Collected data entries:

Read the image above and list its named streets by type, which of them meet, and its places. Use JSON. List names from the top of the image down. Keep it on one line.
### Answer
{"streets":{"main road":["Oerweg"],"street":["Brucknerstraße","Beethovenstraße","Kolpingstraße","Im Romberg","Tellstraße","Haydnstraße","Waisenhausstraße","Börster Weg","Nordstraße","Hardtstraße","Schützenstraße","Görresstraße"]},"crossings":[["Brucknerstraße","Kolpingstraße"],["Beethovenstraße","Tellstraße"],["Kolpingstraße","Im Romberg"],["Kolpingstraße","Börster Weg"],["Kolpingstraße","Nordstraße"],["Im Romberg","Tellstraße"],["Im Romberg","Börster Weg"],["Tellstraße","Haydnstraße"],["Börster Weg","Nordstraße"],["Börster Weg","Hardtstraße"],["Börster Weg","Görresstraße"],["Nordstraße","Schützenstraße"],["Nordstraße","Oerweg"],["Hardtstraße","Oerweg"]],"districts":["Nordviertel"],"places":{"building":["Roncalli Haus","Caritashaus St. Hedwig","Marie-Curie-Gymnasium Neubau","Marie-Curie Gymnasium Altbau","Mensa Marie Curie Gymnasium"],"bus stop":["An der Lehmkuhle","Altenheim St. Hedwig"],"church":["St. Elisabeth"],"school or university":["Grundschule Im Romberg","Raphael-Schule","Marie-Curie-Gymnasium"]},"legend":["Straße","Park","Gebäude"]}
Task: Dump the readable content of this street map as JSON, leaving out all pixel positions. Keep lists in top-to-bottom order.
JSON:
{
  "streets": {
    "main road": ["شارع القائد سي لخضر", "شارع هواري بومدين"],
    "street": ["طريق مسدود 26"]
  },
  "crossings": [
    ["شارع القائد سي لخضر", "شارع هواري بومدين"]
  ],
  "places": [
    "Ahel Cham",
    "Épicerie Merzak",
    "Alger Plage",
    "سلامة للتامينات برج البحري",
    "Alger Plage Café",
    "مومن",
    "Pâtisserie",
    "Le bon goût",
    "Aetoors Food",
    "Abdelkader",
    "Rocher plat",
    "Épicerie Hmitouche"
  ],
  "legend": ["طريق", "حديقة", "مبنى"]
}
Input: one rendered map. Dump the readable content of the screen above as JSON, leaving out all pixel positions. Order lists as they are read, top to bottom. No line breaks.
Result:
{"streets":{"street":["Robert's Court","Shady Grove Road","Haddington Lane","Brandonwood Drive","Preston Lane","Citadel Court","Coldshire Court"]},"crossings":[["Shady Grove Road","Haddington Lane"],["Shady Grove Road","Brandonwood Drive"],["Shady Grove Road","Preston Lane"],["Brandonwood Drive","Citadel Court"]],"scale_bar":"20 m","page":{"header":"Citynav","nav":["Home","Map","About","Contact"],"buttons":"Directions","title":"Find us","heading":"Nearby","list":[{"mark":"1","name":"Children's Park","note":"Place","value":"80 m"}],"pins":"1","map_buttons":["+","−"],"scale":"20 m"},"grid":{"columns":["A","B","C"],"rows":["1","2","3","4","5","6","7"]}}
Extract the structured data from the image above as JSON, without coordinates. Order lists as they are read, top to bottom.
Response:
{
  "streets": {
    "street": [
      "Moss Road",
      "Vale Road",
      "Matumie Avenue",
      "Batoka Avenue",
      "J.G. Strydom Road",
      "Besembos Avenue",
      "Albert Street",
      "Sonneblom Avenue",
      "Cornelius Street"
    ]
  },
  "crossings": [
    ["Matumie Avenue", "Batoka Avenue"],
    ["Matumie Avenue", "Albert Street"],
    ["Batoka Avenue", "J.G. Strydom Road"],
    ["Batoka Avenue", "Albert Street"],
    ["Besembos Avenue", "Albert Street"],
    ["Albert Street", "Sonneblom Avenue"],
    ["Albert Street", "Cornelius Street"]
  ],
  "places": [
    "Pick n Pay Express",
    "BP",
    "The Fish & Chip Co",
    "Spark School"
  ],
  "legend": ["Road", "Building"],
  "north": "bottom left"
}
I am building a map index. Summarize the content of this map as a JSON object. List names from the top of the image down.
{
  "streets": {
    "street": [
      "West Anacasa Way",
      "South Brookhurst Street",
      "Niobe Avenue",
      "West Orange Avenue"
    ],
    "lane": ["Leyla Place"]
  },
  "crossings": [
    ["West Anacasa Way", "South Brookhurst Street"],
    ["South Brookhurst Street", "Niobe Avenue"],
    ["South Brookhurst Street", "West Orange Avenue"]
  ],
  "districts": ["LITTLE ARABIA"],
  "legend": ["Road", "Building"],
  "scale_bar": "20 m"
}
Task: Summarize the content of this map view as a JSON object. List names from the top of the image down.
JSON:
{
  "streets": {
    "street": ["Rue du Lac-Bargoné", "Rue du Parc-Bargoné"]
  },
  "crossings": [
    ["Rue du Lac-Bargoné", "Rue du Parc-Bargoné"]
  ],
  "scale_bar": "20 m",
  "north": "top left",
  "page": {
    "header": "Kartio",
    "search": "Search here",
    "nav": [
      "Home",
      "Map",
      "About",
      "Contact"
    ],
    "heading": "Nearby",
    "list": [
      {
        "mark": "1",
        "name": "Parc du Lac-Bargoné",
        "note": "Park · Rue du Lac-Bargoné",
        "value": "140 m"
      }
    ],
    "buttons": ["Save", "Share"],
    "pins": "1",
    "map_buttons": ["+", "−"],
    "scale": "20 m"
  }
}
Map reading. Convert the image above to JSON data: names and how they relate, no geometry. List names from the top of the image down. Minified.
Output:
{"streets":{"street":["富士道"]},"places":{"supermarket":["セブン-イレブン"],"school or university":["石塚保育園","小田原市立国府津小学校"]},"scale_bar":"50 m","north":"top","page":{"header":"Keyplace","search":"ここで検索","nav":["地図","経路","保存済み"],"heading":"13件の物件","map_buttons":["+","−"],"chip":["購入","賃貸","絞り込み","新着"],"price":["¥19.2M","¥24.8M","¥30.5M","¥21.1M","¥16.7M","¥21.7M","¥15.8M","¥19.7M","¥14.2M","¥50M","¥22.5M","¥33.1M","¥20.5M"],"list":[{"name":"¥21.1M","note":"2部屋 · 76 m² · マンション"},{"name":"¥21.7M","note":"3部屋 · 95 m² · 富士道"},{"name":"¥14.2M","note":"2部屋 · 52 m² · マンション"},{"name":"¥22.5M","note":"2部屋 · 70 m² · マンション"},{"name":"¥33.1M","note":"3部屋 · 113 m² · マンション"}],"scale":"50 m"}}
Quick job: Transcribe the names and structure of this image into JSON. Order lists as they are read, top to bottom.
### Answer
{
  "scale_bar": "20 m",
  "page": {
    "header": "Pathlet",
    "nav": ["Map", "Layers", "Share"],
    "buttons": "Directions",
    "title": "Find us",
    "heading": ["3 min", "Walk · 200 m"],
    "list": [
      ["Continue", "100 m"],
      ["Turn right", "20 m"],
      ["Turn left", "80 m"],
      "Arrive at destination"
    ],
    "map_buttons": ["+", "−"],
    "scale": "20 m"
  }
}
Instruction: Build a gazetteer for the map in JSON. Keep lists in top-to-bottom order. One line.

* [THE TASK]: Some lines above contain the word "Dump". Copy each of them.

* [RESULT FOR THIS EXERCISE]:
Task: Dump the readable content of this street map as JSON, leaving out all pixel positions. Keep lists in top-to-bottom order.
Input: one rendered map. Dump the readable content of the screen above as JSON, leaving out all pixel positions. Order lists as they are read, top to bottom. No line breaks.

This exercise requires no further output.